3.阻害要因とそれを乗り越えるための工夫

 上記のように、当社では、これまで有期契約社員を対象とした有期実習型訓練を10回実施してきました。
 指導担当者については、カーブスのフタッフの中からマネージャーと店長などの役職者に限定して人選しました。しかし、どの指導担当者も、店舗の新規オープンが絡むために、日々の仕事が忙しく、自分自身の業務に従事する時間がとられることから、指導する時間の確保には苦労しました。
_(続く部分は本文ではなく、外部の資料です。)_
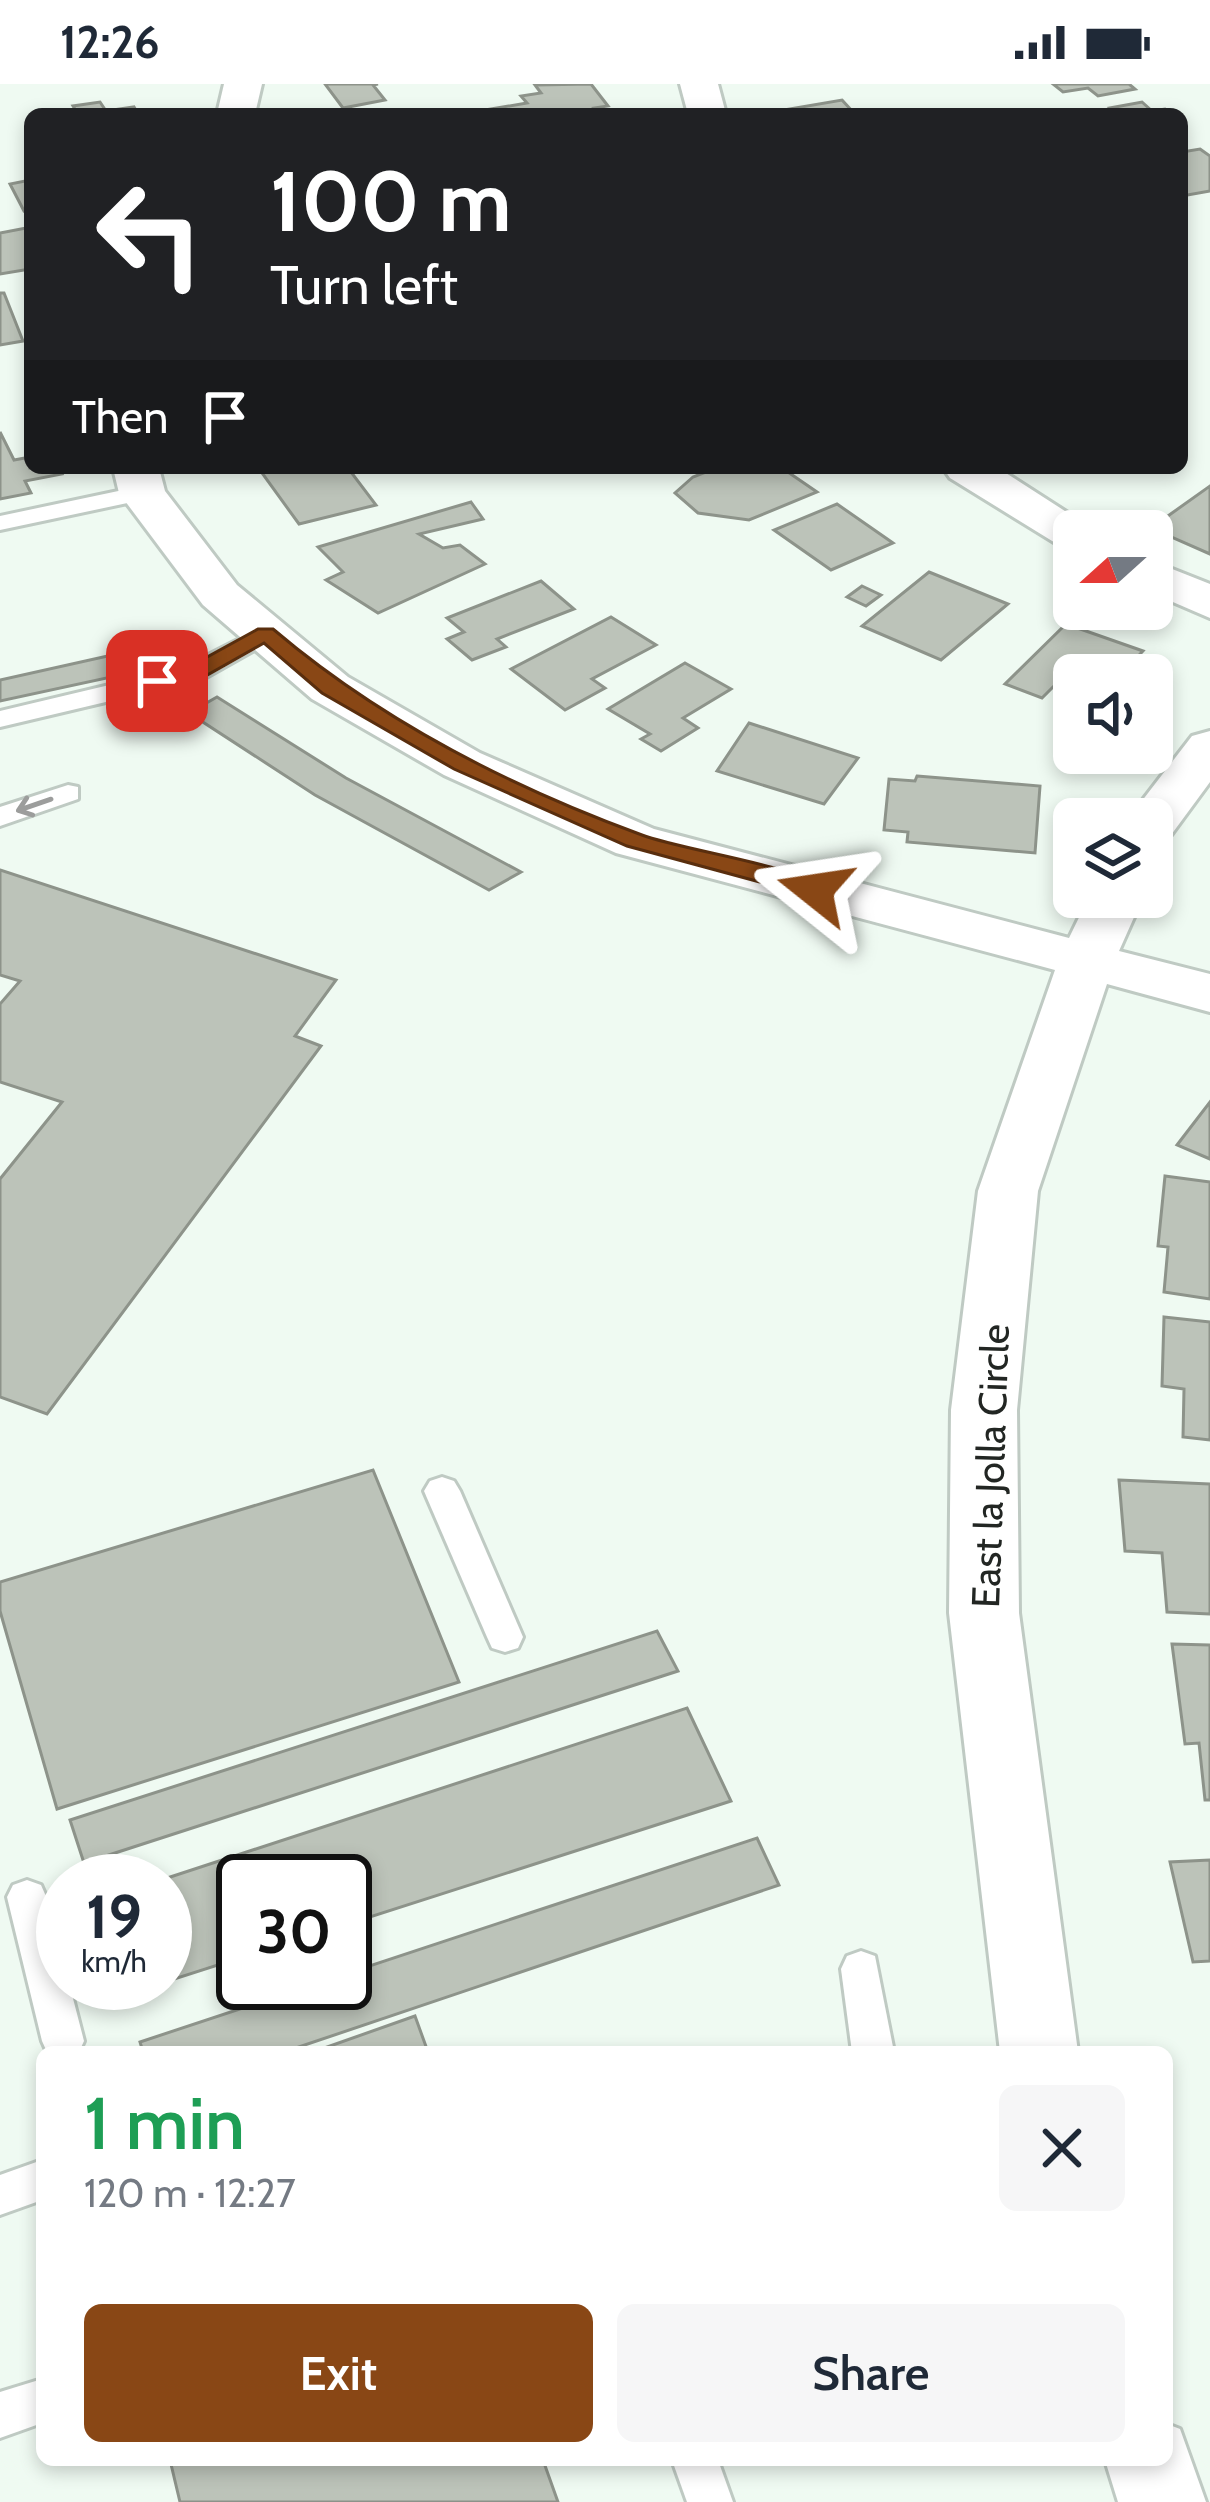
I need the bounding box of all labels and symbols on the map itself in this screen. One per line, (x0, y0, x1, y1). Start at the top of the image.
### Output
north arrow (1053, 510, 1173, 630)
pin (106, 630, 208, 732)
one-way arrow (16, 796, 53, 817)
position arrow (752, 827, 878, 953)
street label: East la Jolla Circle (961, 1323, 1019, 1609)
speed limit sign: 30 (216, 1854, 372, 2010)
このため、有期実習型訓練の目的や趣旨などについて指導担当者を務めたスタッフに対して十分に説明したところ、社内教育の必要性についての理解を得ましたので、実践することができました。
 また、福岡市で新規にオープンする店舗に伴う訓練生のジョブ・カードの発行については、三原本社での直接面談(キャリア・コンサルティング)ができないために、本社と福岡店を結ぶインターネット回線によるテレビ会議方式によって、広島県地域ジョブ・カードセンターの登録キャリア・コンサルタントの資格を有する制度普及員の方がジョブ・カード様式の記述の確認、コメントを記入するなど、対応については工夫しました。

4.制度の活用による具体的な効果

 これまでの有期実習型訓練を終了しての感想は、以下のとおりです。

(1)優秀なインストラクターを育成できたこと。

(2)訓練の終了後は、国から助成金が支給されましたので、研修に係るコスト負担の軽減を図られたこと。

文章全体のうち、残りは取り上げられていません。